Stored items:
....
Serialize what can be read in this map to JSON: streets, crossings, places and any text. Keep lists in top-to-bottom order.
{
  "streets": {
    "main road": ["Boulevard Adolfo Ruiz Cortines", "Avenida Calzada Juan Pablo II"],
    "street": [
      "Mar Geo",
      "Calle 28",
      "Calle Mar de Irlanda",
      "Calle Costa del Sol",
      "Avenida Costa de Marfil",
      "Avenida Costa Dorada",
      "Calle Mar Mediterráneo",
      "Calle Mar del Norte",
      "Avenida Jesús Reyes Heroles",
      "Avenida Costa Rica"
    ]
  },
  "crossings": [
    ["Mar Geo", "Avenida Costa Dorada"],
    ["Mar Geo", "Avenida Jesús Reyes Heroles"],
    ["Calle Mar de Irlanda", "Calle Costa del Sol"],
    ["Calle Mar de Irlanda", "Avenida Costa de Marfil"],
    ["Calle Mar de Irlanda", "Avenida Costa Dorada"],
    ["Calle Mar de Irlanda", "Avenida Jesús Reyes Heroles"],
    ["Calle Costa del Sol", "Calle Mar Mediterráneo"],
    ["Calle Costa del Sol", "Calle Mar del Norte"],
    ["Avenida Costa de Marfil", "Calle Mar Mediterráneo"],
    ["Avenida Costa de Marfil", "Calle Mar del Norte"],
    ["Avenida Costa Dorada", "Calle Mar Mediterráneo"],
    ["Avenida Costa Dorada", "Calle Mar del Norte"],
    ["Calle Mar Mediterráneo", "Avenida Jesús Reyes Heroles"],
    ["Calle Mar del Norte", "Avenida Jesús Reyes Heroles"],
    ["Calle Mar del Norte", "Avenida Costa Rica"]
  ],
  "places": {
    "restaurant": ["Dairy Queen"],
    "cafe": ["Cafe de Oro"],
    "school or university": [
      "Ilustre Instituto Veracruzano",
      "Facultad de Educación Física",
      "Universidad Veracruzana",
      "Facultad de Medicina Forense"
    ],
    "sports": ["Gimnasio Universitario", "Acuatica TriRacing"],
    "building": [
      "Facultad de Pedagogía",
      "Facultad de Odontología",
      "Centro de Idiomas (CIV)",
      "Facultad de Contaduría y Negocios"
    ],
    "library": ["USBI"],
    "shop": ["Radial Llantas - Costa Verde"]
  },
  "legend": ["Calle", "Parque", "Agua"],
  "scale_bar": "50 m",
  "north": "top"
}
....
Directions: Transcribe the records above in full, exactly as they stand.

Result:
Serialize what can be read in this map to JSON: streets, crossings, places and any text. Keep lists in top-to-bottom order.
{
  "streets": {
    "main road": ["Boulevard Adolfo Ruiz Cortines", "Avenida Calzada Juan Pablo II"],
    "street": [
      "Mar Geo",
      "Calle 28",
      "Calle Mar de Irlanda",
      "Calle Costa del Sol",
      "Avenida Costa de Marfil",
      "Avenida Costa Dorada",
      "Calle Mar Mediterráneo",
      "Calle Mar del Norte",
      "Avenida Jesús Reyes Heroles",
      "Avenida Costa Rica"
    ]
  },
  "crossings": [
    ["Mar Geo", "Avenida Costa Dorada"],
    ["Mar Geo", "Avenida Jesús Reyes Heroles"],
    ["Calle Mar de Irlanda", "Calle Costa del Sol"],
    ["Calle Mar de Irlanda", "Avenida Costa de Marfil"],
    ["Calle Mar de Irlanda", "Avenida Costa Dorada"],
    ["Calle Mar de Irlanda", "Avenida Jesús Reyes Heroles"],
    ["Calle Costa del Sol", "Calle Mar Mediterráneo"],
    ["Calle Costa del Sol", "Calle Mar del Norte"],
    ["Avenida Costa de Marfil", "Calle Mar Mediterráneo"],
    ["Avenida Costa de Marfil", "Calle Mar del Norte"],
    ["Avenida Costa Dorada", "Calle Mar Mediterráneo"],
    ["Avenida Costa Dorada", "Calle Mar del Norte"],
    ["Calle Mar Mediterráneo", "Avenida Jesús Reyes Heroles"],
    ["Calle Mar del Norte", "Avenida Jesús Reyes Heroles"],
    ["Calle Mar del Norte", "Avenida Costa Rica"]
  ],
  "places": {
    "restaurant": ["Dairy Queen"],
    "cafe": ["Cafe de Oro"],
    "school or university": [
      "Ilustre Instituto Veracruzano",
      "Facultad de Educación Física",
      "Universidad Veracruzana",
      "Facultad de Medicina Forense"
    ],
    "sports": ["Gimnasio Universitario", "Acuatica TriRacing"],
    "building": [
      "Facultad de Pedagogía",
      "Facultad de Odontología",
      "Centro de Idiomas (CIV)",
      "Facultad de Contaduría y Negocios"
    ],
    "library": ["USBI"],
    "shop": ["Radial Llantas - Costa Verde"]
  },
  "legend": ["Calle", "Parque", "Agua"],
  "scale_bar": "50 m",
  "north": "top"
}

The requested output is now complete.